* _Task prompt_:
Pick out every line in the data below that holds "Pader".

- - - -

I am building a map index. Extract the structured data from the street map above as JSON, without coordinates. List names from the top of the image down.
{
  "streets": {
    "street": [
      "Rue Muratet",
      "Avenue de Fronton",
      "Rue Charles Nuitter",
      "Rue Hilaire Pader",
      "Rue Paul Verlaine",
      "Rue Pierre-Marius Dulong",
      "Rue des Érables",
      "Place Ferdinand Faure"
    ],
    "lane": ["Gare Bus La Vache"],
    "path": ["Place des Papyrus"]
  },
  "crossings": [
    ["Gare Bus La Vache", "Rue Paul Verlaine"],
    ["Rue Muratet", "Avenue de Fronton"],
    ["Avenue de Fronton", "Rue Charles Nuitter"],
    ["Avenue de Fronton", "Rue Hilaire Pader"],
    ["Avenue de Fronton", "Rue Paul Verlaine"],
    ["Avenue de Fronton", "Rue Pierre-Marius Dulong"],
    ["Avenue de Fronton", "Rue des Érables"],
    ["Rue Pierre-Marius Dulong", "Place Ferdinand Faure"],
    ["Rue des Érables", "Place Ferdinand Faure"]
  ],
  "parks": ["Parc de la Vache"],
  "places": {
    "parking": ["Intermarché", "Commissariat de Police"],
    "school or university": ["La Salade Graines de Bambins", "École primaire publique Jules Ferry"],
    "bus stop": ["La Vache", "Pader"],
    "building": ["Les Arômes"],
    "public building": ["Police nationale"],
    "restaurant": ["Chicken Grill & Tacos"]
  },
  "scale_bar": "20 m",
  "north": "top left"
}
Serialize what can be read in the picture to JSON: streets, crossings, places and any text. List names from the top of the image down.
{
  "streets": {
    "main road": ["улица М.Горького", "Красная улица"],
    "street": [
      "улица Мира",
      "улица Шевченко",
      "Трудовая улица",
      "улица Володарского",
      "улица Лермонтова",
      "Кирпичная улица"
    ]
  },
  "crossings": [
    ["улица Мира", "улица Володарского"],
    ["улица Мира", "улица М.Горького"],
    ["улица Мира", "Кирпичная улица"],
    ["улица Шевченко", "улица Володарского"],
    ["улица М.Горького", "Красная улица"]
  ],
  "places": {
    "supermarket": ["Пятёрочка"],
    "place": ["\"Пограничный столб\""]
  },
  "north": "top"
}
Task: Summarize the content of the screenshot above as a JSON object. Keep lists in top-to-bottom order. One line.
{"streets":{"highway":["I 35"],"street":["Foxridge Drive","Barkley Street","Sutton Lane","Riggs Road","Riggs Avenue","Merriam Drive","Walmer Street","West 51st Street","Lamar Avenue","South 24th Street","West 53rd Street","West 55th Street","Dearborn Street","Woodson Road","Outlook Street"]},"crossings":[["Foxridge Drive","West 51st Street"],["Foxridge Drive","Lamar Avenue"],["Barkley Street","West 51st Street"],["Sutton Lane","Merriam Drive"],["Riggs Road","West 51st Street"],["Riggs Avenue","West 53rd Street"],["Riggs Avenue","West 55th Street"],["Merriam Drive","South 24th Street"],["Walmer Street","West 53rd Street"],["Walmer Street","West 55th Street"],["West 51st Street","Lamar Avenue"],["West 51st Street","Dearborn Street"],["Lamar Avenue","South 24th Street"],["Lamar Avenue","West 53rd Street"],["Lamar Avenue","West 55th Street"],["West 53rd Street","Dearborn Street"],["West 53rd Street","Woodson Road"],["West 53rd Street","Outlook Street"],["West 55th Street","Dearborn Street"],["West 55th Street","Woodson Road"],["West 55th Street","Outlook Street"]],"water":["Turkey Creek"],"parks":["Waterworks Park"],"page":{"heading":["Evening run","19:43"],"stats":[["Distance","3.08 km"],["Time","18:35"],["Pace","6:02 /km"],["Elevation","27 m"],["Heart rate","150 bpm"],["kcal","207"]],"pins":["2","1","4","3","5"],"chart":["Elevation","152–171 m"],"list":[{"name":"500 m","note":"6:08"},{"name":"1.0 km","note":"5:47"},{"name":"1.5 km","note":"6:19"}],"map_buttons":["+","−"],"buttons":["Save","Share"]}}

- - - -

* _Your solution_:
      "Rue Hilaire Pader",
    ["Avenue de Fronton", "Rue Hilaire Pader"],
    "bus stop": ["La Vache", "Pader"],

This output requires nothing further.